R- Cristo falava por metáforas. Dar a outra face não quer dizer, como foi entendido durante muitos anos - no sentido literal - se sujeitar ao Outro. Dar uma face seria confirmar a sua imagem e dar a outra face é oferecer ao Outro mais do que isso, é oferecer ao Outro uma perspectiva de si que não foi vista por ele. É propiciar que se veja em minha “outra face” como em uma tela em branco, na qual projete seu próprio filme e perceba que pode ser o protagonista de sua própria história. Essa atitude seria regida pelo amor daquele que se dá ao próximo, que oferece de si tentando estabelecer uma relação fraternal. Esta é uma das preocupações cristãs: fraternidade. Os homens deveriam ser companheiros de jornada na construção de suas histórias, delas sendo autores, sendo diretores e protagonistas de seus filmes, escolhendo os cenários e personagens. Sermos personagens imaginários nas histórias uns dos outros não dá certo e só traz frustração. Ele também disse : “Dai a César o que é de César...” Ou seja, fica assim delimitado cada espaço: cada um estava em seu âmbito, César e Deus, assim como as relações entre as pessoas, que devem ser verdadeiras e não hipócritas. Cristo pregava serenidade e não sujeição. Ele expulsou com chicote e irado os mercadores do templo. Não sentir raiva ou devolver com bondade uma humilhação, um mau trato, são construções institucionais( intencionais, muitas vezes) . Essa foi uma outra deturpação da fala de Cristo. Acho que nesse poema expresso um pouco isso. Digo um não à sujeição e à hipocrisia, que tanto enfraquecem o ser humano em suas relações com o outro e consigo mesmo.
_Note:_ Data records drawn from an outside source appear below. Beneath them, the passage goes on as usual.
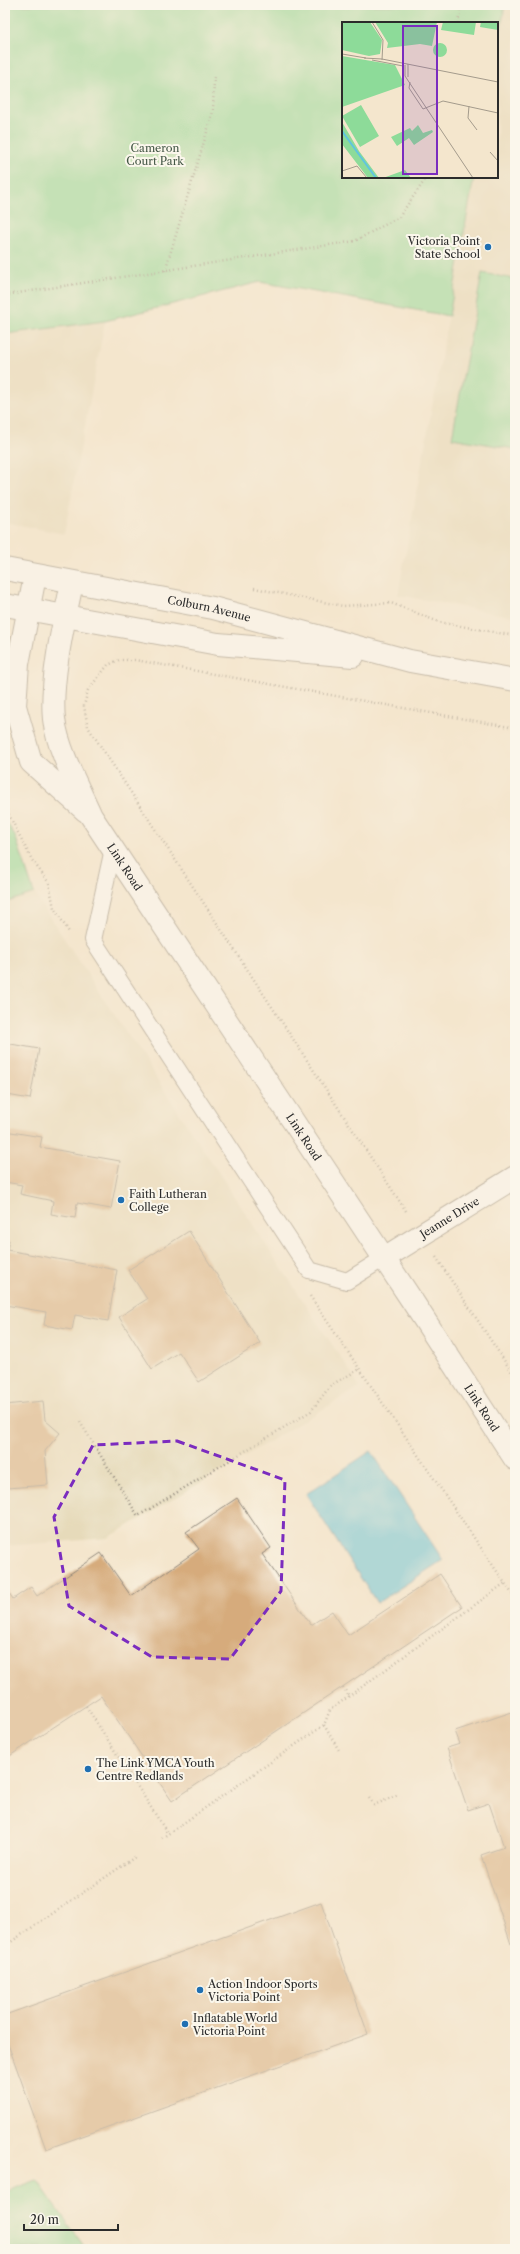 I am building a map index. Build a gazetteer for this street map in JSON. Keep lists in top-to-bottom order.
{
  "streets": {
    "street": ["Colburn Avenue", "Link Road", "Jeanne Drive"]
  },
  "crossings": [
    ["Colburn Avenue", "Link Road"],
    ["Link Road", "Jeanne Drive"]
  ],
  "parks": ["Cameron Court Park"],
  "places": [
    "Victoria Point State School",
    "Faith Lutheran College",
    "The Link YMCA Youth Centre Redlands",
    "Action Indoor Sports Victoria Point",
    "Inflatable World Victoria Point"
  ],
  "scale_bar": "20 m"
}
2.O que o poeta tem de professor?
R- Muito. O poeta, como o professor, professa. Fala, é um arauto. Diz do seu tempo. Há sempre alguém querendo ouvi-lo, porque mesmo que diga de si, diz do outro. Essa é a grande responsabilidade dos dois. E o grande perigo. Há que se ter sempre uma postura de aprendiz. Dizem os budistas que ficar preso ao conhecimento está distante da sabedoria, porque o conhecimento só revela o objeto e não o verdadeiro Eu. Tento manter uma postura de respeito quando escuto e presto atenção ao que ouço e digo, principalmente às crianças. Tenho trabalhado com elas e vejo como guardam e recorrem ao que lhes é dito. Como gostam de ouvir histórias, reais ou imaginárias. E como transportam para suas vidas o que escutam. A palavra me encanta, mas reconheço que pode ser uma arma. Tenho horror àqueles que detém o poder através da palavra, assim como através do conhecimento. Mais uma vez o poeta e o professor se aproximam: os dois trabalham com a palavra e com o conhecimento. O poeta e o professor trabalham com a arte, com a criatividade, com a imaginação, com a sensibilidade, enfim. Têm uma função muito importante, pois estão sempre desequilibrando, provocando o surgimento de novos caminhos.
3.Quais is escritores que fazem a sua cabeça?
R - Fiz o clássico e ainda releio alguns dos autores que li, com a avidez de adolescente que descobre o mundo, naquela época conturbada e transformadora do final dos anos 60: Émile Zola, Sthendal, Bernard Shaw, Eugênio Evtuchenko, Graciliano Ramos, Guimarães Rosa, Jorge Amado, Clarice Lispector, Rubem Braga. Decididamente eles fizeram e ainda fazem minha cabeça.
Clarice Lispector e Rubem Braga têm lugar especial na minha estante, junto aos meus poetas preferidos.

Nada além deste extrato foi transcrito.